§ **WHAT IS NEEDED**: In the entries below, count each line holding the word "Михайла". Answer with the total alone.
== SUPPLIED INFORMATION
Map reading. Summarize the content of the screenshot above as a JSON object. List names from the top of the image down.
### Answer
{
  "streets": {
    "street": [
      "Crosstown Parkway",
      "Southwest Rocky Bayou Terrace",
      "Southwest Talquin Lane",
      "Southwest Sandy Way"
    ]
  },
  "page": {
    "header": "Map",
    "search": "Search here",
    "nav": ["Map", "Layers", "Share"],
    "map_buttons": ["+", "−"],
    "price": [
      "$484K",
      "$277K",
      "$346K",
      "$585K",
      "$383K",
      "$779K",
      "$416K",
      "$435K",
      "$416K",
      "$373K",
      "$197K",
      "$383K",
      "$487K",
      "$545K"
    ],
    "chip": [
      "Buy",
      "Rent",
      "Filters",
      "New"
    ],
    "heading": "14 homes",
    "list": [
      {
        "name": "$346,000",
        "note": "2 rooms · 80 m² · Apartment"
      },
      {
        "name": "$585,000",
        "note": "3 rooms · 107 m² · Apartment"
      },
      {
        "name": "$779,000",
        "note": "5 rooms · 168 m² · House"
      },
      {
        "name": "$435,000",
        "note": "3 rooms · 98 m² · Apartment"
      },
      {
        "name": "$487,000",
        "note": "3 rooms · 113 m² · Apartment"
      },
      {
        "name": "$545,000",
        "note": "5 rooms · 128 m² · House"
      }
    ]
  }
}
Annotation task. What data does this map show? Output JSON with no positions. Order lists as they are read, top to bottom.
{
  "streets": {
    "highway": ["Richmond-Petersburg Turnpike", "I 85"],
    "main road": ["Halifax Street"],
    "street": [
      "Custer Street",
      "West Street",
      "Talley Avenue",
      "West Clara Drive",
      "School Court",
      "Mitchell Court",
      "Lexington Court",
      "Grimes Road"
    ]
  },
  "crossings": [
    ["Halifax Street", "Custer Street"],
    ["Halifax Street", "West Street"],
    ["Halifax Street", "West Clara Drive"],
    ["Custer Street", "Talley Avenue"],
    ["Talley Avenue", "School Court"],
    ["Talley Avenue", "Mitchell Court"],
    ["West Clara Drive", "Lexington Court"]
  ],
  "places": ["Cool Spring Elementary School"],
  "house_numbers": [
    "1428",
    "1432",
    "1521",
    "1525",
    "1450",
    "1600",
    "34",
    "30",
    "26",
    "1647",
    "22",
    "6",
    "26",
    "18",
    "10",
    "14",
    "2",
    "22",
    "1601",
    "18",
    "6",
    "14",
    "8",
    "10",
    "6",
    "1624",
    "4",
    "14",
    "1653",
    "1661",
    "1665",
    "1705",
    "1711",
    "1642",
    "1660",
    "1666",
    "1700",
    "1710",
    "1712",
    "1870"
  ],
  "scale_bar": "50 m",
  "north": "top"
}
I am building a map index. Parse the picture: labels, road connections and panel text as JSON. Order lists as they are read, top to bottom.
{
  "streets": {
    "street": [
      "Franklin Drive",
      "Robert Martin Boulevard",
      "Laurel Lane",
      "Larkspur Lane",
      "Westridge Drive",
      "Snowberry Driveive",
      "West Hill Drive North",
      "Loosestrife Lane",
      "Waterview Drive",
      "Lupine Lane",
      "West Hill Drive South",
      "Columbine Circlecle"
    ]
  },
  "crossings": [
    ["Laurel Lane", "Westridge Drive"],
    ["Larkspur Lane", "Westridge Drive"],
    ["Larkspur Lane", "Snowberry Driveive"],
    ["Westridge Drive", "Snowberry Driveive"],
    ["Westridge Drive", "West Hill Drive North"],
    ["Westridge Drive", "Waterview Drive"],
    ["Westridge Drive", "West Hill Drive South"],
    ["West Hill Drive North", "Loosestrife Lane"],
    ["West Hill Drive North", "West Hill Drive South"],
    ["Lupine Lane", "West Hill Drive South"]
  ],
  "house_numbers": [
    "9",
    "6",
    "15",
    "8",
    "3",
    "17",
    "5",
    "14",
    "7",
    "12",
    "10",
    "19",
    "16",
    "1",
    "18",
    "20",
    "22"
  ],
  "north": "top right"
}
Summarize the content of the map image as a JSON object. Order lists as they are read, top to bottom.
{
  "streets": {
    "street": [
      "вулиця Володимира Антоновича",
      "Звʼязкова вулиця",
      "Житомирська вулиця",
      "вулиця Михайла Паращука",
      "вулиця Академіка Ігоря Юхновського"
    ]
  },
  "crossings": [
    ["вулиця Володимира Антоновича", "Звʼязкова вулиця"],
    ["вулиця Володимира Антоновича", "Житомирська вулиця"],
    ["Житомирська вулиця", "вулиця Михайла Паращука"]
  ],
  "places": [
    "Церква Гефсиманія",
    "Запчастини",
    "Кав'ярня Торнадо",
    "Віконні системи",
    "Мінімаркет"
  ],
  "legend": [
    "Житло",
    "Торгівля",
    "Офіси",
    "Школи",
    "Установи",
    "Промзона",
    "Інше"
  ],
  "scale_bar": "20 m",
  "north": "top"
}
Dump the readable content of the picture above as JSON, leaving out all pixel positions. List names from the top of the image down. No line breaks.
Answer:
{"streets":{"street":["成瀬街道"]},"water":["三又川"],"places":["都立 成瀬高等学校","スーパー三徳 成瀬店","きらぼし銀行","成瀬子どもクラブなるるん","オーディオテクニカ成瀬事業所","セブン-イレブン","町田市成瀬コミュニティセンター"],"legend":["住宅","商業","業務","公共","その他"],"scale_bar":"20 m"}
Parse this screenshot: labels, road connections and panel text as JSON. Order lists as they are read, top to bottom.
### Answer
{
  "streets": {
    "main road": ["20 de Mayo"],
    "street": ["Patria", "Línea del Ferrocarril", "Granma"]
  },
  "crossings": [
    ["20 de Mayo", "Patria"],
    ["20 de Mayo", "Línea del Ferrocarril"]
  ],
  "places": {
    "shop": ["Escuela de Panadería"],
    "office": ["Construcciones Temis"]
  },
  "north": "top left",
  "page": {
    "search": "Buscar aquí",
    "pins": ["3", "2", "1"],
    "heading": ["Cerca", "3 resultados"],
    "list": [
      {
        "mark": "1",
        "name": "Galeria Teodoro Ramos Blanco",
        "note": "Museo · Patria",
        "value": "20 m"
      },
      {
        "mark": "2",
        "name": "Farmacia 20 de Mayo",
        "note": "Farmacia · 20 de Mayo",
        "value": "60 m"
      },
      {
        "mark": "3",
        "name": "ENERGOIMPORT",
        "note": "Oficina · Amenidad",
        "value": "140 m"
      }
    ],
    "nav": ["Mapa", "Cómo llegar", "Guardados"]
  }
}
====
§ **YOUR SOLUTION**: 2